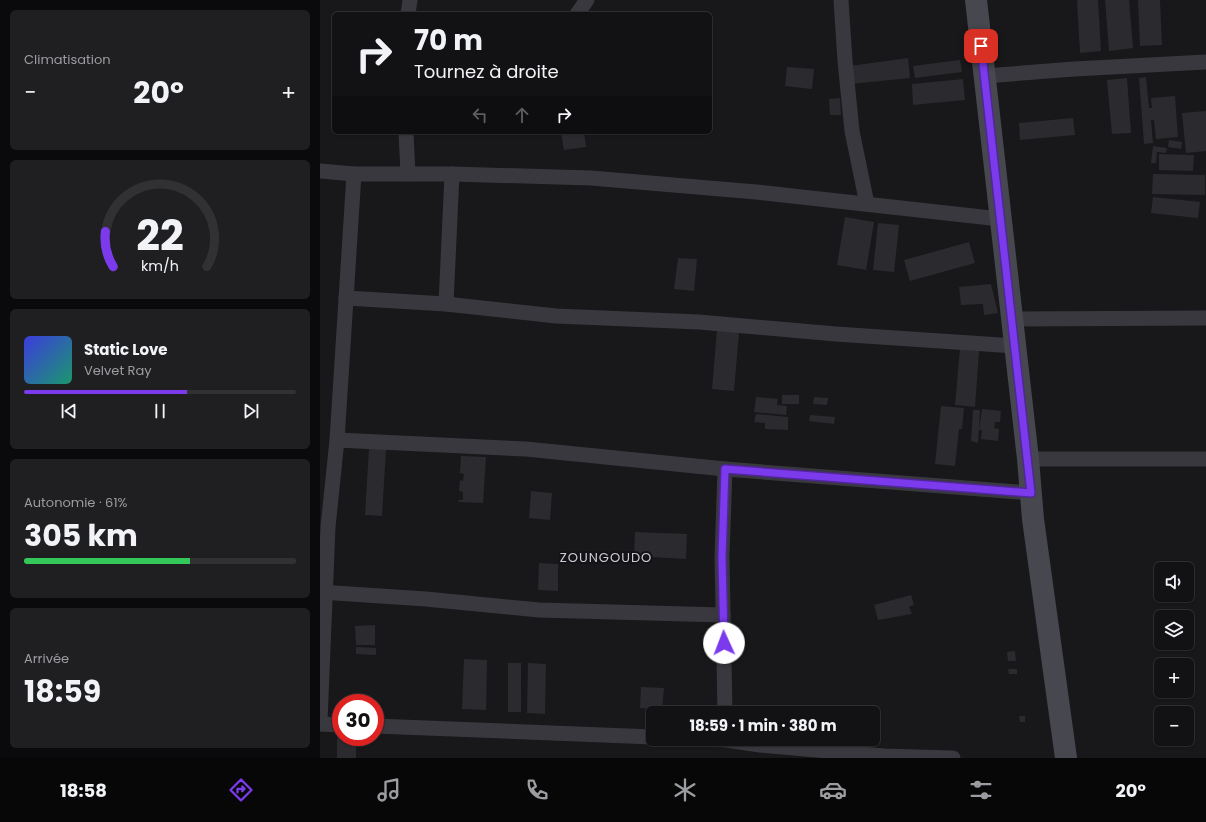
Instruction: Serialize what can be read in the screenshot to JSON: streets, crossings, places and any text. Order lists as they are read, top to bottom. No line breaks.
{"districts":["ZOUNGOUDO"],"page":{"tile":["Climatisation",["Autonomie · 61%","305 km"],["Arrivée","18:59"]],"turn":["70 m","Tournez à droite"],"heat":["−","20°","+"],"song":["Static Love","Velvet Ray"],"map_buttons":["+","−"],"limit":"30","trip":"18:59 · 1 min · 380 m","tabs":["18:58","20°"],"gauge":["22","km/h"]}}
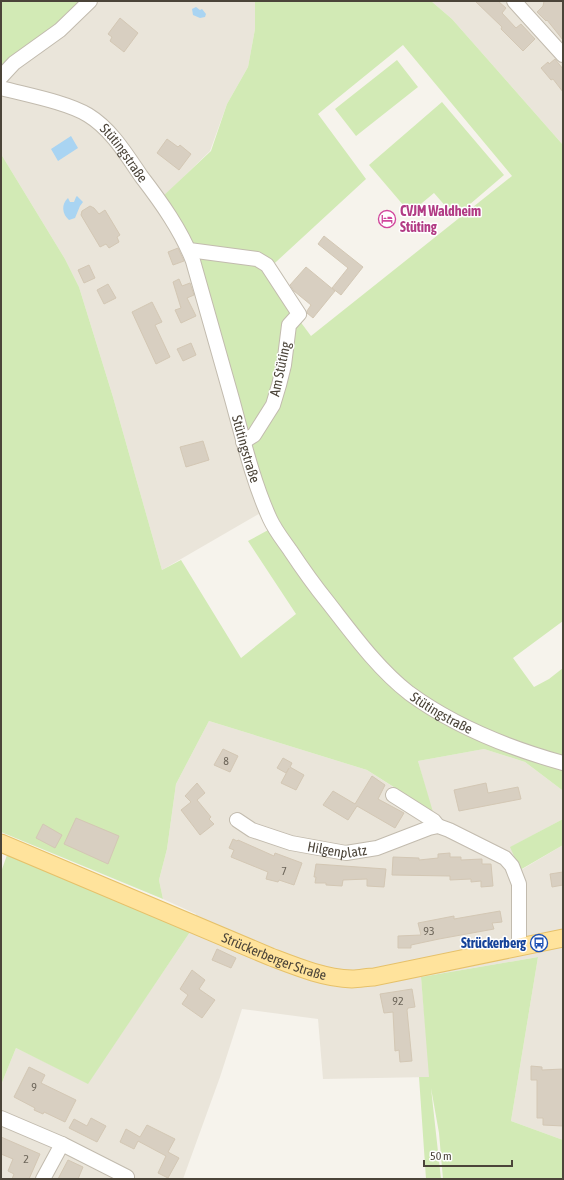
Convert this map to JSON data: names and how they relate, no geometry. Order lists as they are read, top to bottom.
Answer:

Task. The full listing, transcribed exactly and without its pictures, is the expected result.

Reply to the exercise.
Instruction: Serialize what can be read in the screenshot to JSON: streets, crossings, places and any text. Order lists as they are read, top to bottom. No line breaks.
{"districts":["ZOUNGOUDO"],"page":{"tile":["Climatisation",["Autonomie · 61%","305 km"],["Arrivée","18:59"]],"turn":["70 m","Tournez à droite"],"heat":["−","20°","+"],"song":["Static Love","Velvet Ray"],"map_buttons":["+","−"],"limit":"30","trip":"18:59 · 1 min · 380 m","tabs":["18:58","20°"],"gauge":["22","km/h"]}}
Convert this map to JSON data: names and how they relate, no geometry. Order lists as they are read, top to bottom.
Answer:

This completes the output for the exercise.